Nowadays, algorithms can do a lot of things that used to need flesh and blood investment advisers. Are people becoming redundant in the field of investment advice?
I’ve just read in The Economist that more than USD 20 billion is invested worldwide in online wealth management solutions. The article not only gives the names of individual providers, it also gives a name to the entire industry: robo-advisors.
That’s great, because experienced founders say: if there’s no competition, there’s no market. But there are competitors. And there is a market. And if the industry now has a name, then it’s not just the figures that show a trend.
In its 9 May 2015 issue, The Economist added up the client funds of the biggest players in the industry. It came to a total of USD 20 billion for Wealthfront, Betterment, Personal Capital and Future Advisor in the US and Nutmeg in the UK.

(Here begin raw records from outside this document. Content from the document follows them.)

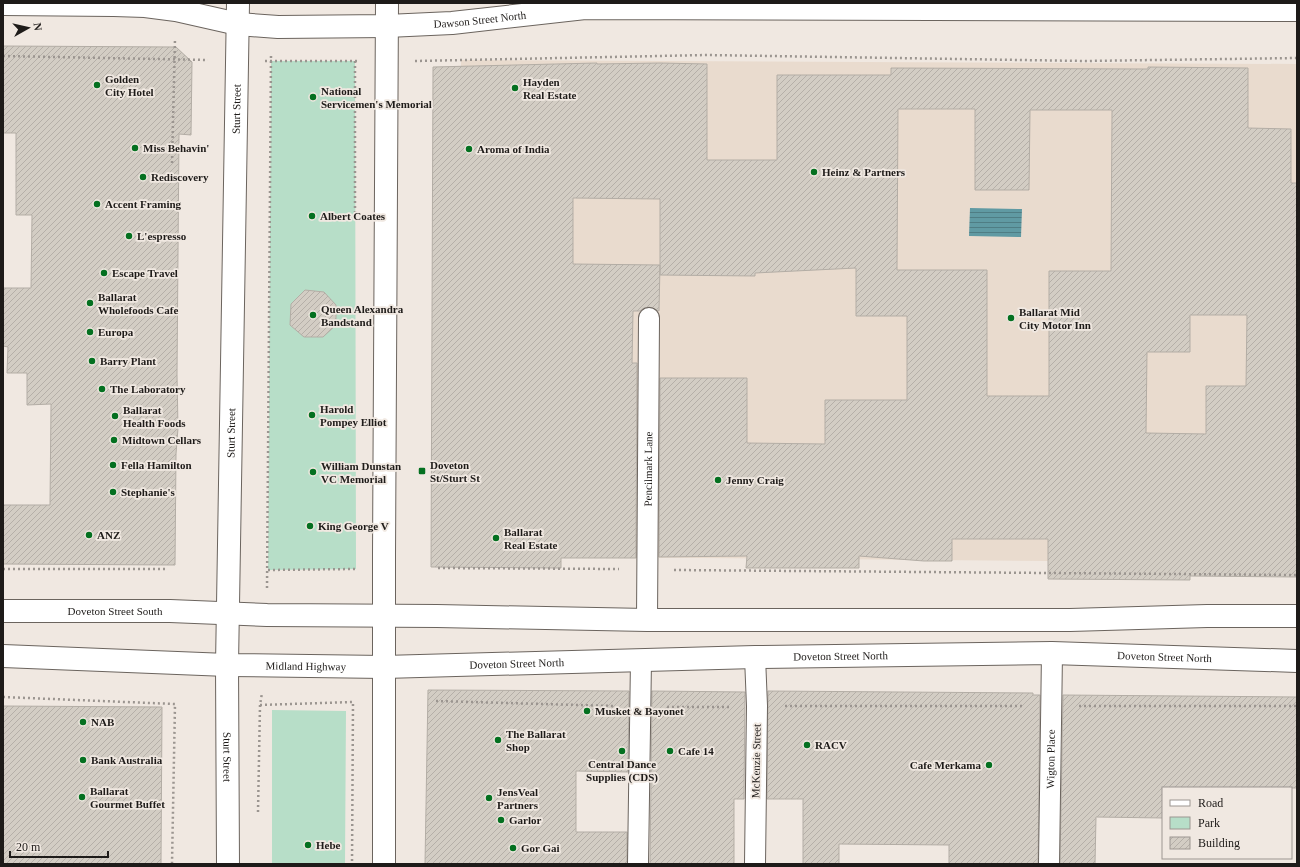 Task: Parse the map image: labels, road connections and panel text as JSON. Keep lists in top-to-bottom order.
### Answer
{
  "streets": {
    "main road": [
      "Dawson Street North",
      "Sturt Street",
      "Doveton Street South",
      "Doveton Street North",
      "Midland Highway"
    ],
    "lane": ["Pencilmark Lane", "Wigton Place", "McKenzie Street"]
  },
  "crossings": [
    ["Dawson Street North", "Sturt Street"],
    ["Sturt Street", "Doveton Street South"],
    ["Sturt Street", "Midland Highway"],
    ["Doveton Street North", "Midland Highway"],
    ["Doveton Street North", "Wigton Place"],
    ["Doveton Street North", "McKenzie Street"]
  ],
  "places": {
    "other": [
      "Golden City Hotel",
      "Hayden Real Estate",
      "National Servicemen's Memorial",
      "Miss Behavin'",
      "Aroma of India",
      "Heinz & Partners",
      "Rediscovery",
      "Accent Framing",
      "Albert Coates",
      "L'espresso",
      "Escape Travel",
      "Ballarat Wholefoods Cafe",
      "Queen Alexandra Bandstand",
      "Ballarat Mid City Motor Inn",
      "Europa",
      "Barry Plant",
      "The Laboratory",
      "Harold Pompey Elliot",
      "Ballarat Health Foods",
      "Midtown Cellars",
      "Fella Hamilton",
      "William Dunstan VC Memorial",
      "Jenny Craig",
      "Stephanie's",
      "King George V",
      "ANZ",
      "Ballarat Real Estate",
      "Musket & Bayonet",
      "NAB",
      "The Ballarat Shop",
      "RACV",
      "Central Dance Supplies (CDS)",
      "Cafe 14",
      "Bank Australia",
      "Cafe Merkama",
      "Ballarat Gourmet Buffet",
      "JensVeal Partners",
      "Garlor",
      "Hebe",
      "Gor Gai"
    ],
    "transit": ["Doveton St/Sturt St"]
  },
  "legend": ["Road", "Park", "Building"],
  "scale_bar": "20 m",
  "north": "right"
}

USD 20 billion: that’s not a lot compared with the assets of USD 20 trillion managed by banks worldwide. But the growth is tremendous. Our young industry is growing at a speed that isn’t measured in single-digit percentage rates but in terms of doubling – and not just once a year, but every few months, as far as the number of clients and assets invested are concerned.
No wonder. Like all robo-advisors, we are much more effective in two respects than traditional solutions with human advisors.
1. Every questionnaire can listen
Any good wealth management starts with listening. But this listening is systematic; it’s part of a precisely defined process. When a human investment advisor determines your risk profile, they normally ask exactly the questions they have to ask. Namely, all of them. That’s why they work through a checklist with you, just like any conscientious pilot does before they take off and land.
But there’s nothing better suited to digitalisation than a clearly defined list of questions. (If you already have an account with us, then you will be familiar with the process. We always ask the same questions, regardless of whether you’re trying out True Wealth with a test account or starting to invest your money with us.)
2. Passive investment is more successful
The majority of active investment strategies are no better than passive ones. But passive investing is considerably cheaper. That’s why we focus on ETFs, because they’re not built around a strategy. So the investor doesn’t have to pay for a strategy. And that’s precisely why, in a long-term comparison, passive investment is more successful.
But if you can now automate the advisory services and invest with low-cost instruments, you can offer your clients two key advantages:
- Wealth management becomes significantly cheaper overall
- Wealth management is available for small investment amounts
It’s the second advantage in particular that is driving forward the growth of our young industry. The USD 20 billion at the online providers is spread across more accounts than ever before in wealth management. The average amount invested in these accounts is less than USD 100,000, and many accounts are actually much smaller. (You can start investing at True Wealth with a minimum investment of CHF 8,500.)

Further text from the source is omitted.